----- Data for review -----
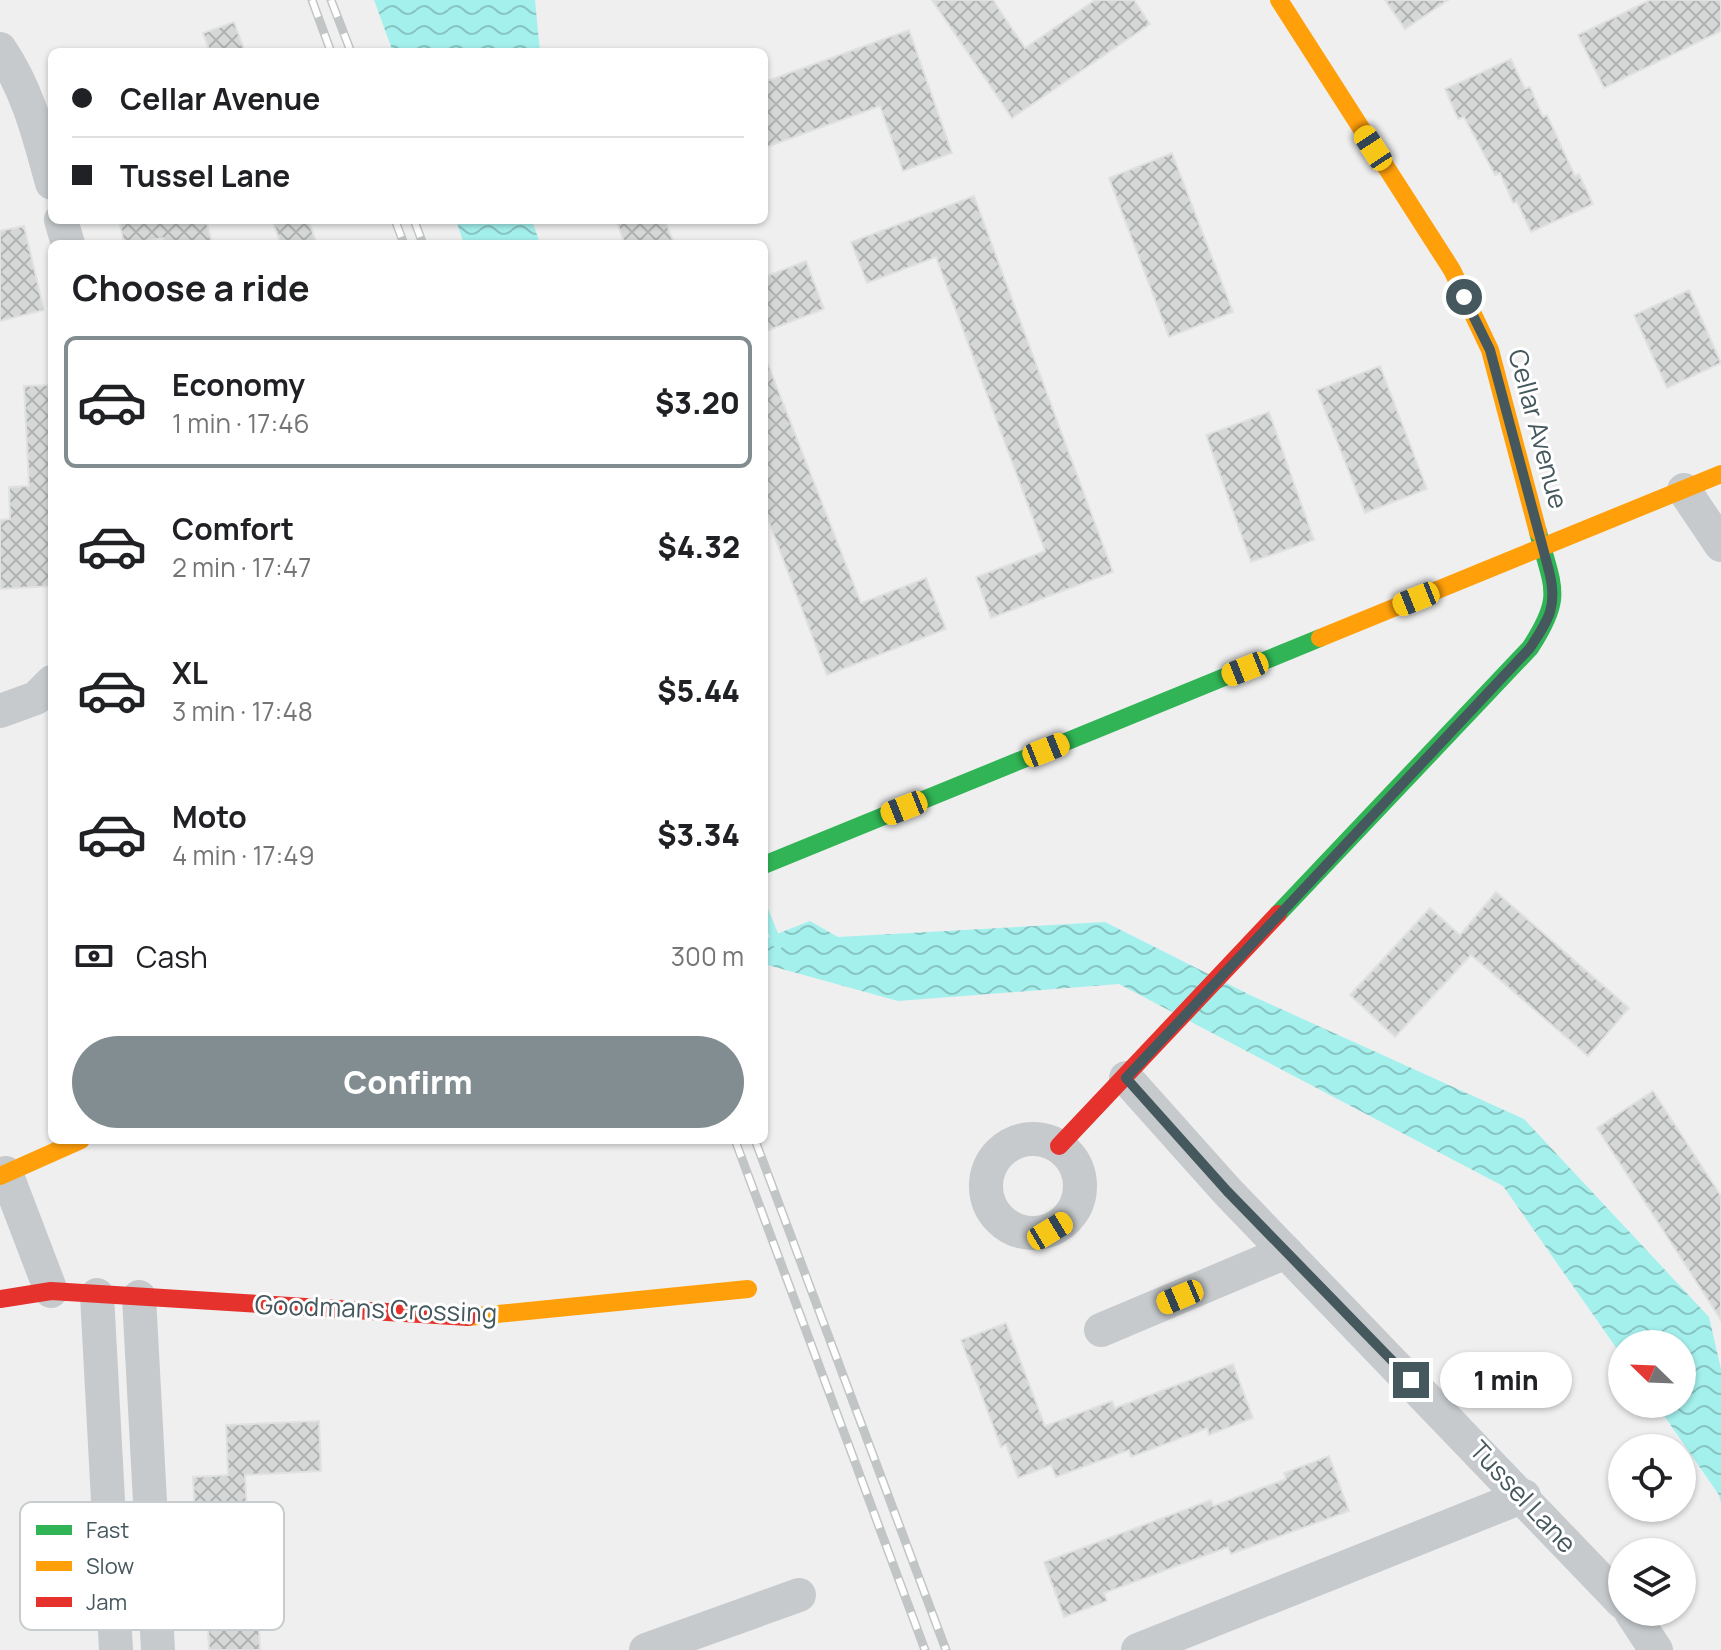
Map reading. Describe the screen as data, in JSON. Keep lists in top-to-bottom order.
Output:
{
  "streets": {
    "street": ["Cellar Avenue", "Goodmans Crossing", "Tussel Lane"]
  },
  "legend": ["Fast", "Slow", "Jam"],
  "north": "top left",
  "page": {
    "banner": ["Cellar Avenue", "Tussel Lane"],
    "heading": "Choose a ride",
    "list": [
      {
        "name": "Economy",
        "note": "1 min · 17:46",
        "value": "$3.20"
      },
      {
        "name": "Comfort",
        "note": "2 min · 17:47",
        "value": "$4.32"
      },
      {
        "name": "XL",
        "note": "3 min · 17:48",
        "value": "$5.44"
      },
      {
        "name": "Moto",
        "note": "4 min · 17:49",
        "value": "$3.34"
      }
    ],
    "pay": ["Cash", "300 m"],
    "buttons": "Confirm",
    "bubble": "1 min"
  }
}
-----
What is required: What is needed is a verbatim copy of every entry, with the pictures omitted.

Result:
Map reading. Describe the screen as data, in JSON. Keep lists in top-to-bottom order.
Output:
{
  "streets": {
    "street": ["Cellar Avenue", "Goodmans Crossing", "Tussel Lane"]
  },
  "legend": ["Fast", "Slow", "Jam"],
  "north": "top left",
  "page": {
    "banner": ["Cellar Avenue", "Tussel Lane"],
    "heading": "Choose a ride",
    "list": [
      {
        "name": "Economy",
        "note": "1 min · 17:46",
        "value": "$3.20"
      },
      {
        "name": "Comfort",
        "note": "2 min · 17:47",
        "value": "$4.32"
      },
      {
        "name": "XL",
        "note": "3 min · 17:48",
        "value": "$5.44"
      },
      {
        "name": "Moto",
        "note": "4 min · 17:49",
        "value": "$3.34"
      }
    ],
    "pay": ["Cash", "300 m"],
    "buttons": "Confirm",
    "bubble": "1 min"
  }
}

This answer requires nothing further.